Director Jordan Peele has quickly moved past the comedic genius of Comedy Central's Key & Peele, establishing himself firmly as one of the horror genre's most refreshing and unique voices. 2017's Get Out got the train out the station, and now Us has Peele moving full steam ahead.
While many call Peele an upcoming filmmaker (and he is relatively new to helming his own movies), his distinct voice, powerful vision and the way he holds art up as a mirror to society's ills shape him as something more than an upstart. In his two horror movies so far, as bold a statement as it is, Peele is well on his way to becoming this generation's Alfred Hitchcock.
The heft of Peele's films is undeniable. The cast, stories being told, sociopolitical statements made, style of horror, haunting ambiance, dark twists and chilling scores are all similar to Hitchcock, whom he's never denied as a major influence on his career. Get Out was a deep dive into the human psyche, with levity cleverly crafted in at key intervals to create a light yet emotionally heavy and super tense atmosphere, as is the case with so many Hitchcock films.

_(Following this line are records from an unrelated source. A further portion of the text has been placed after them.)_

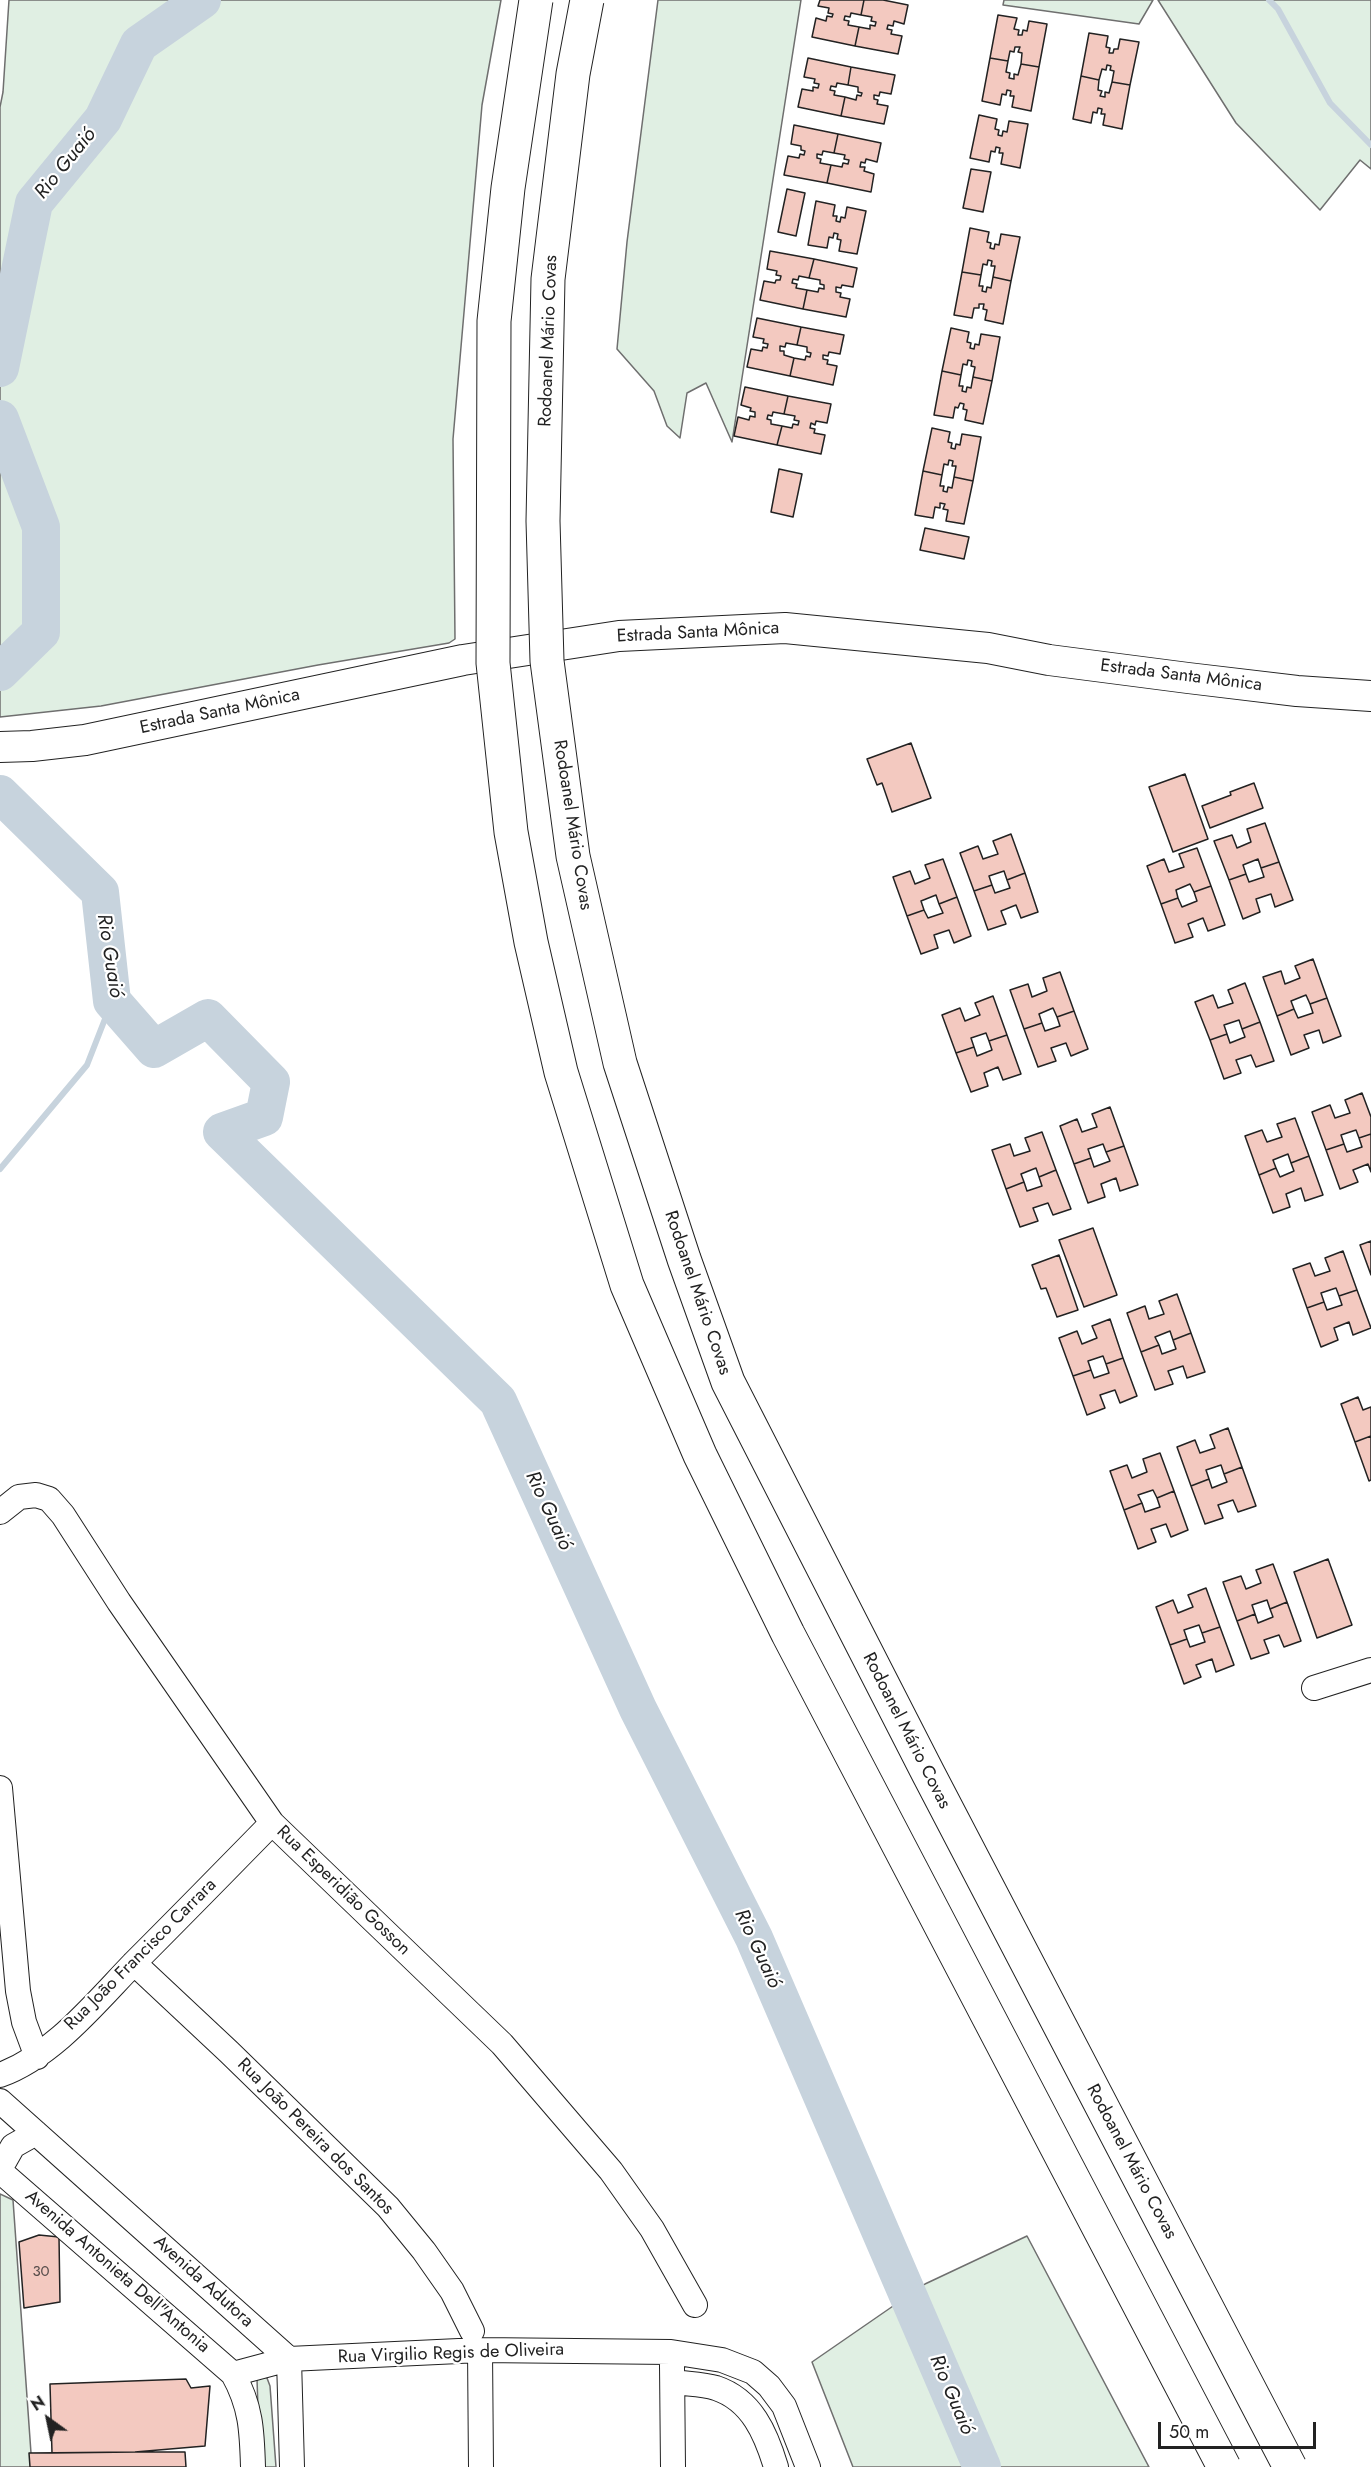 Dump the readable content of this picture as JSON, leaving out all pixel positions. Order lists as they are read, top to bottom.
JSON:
{
  "streets": {
    "highway": ["Rodoanel Mário Covas"],
    "main road": ["Estrada Santa Mônica"],
    "street": [
      "Rua Esperidião Gosson",
      "Rua João Francisco Carrara",
      "Rua João Pereira dos Santos",
      "Avenida Antonieta Dell\"Antonia",
      "Avenida Adutora",
      "Rua Virgilio Regis de Oliveira"
    ]
  },
  "crossings": [
    ["Rua Esperidião Gosson", "Rua João Francisco Carrara"],
    ["Rua João Francisco Carrara", "Rua João Pereira dos Santos"],
    ["Rua João Pereira dos Santos", "Rua Virgilio Regis de Oliveira"],
    ["Avenida Antonieta Dell\"Antonia", "Rua Virgilio Regis de Oliveira"],
    ["Avenida Adutora", "Rua Virgilio Regis de Oliveira"]
  ],
  "water": ["Rio Guaió"],
  "house_numbers": ["30"],
  "scale_bar": "50 m",
  "north": "top left"
}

The sense of mystery in Get Out felt similar to Hitchcock's 1943 mystery thriller Shadow of a Doubt, not to mention the way Peele patterned the confined space known as "the Sunken Place," where someone could lose their identity, boasted eerie tinges of the psychosomatic distress found in 1958's Vertigo.

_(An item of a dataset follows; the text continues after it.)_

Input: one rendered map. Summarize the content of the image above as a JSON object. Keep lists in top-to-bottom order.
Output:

Peele's sophomore effort, Us, also blends in several sub-genres -- horror, psychological thriller, suspense and mystery -- to produce something that can rival the best of Hitchcock's blood-curdling flicks, namely The Birds and Psycho (especially seen in the mother-son twist at the end of Us). In short, it's about emotional torture as much as it is physical, and this is where Peele really succeeds in deserving this title. Just look at the way Peele focuses on the gaze of actors, such as the scared Daniel Kaluuya and the desperate Lupita Nyong'o, in his movies and you can see he's perfecting the "Hitchcockian" style to remarkable effect.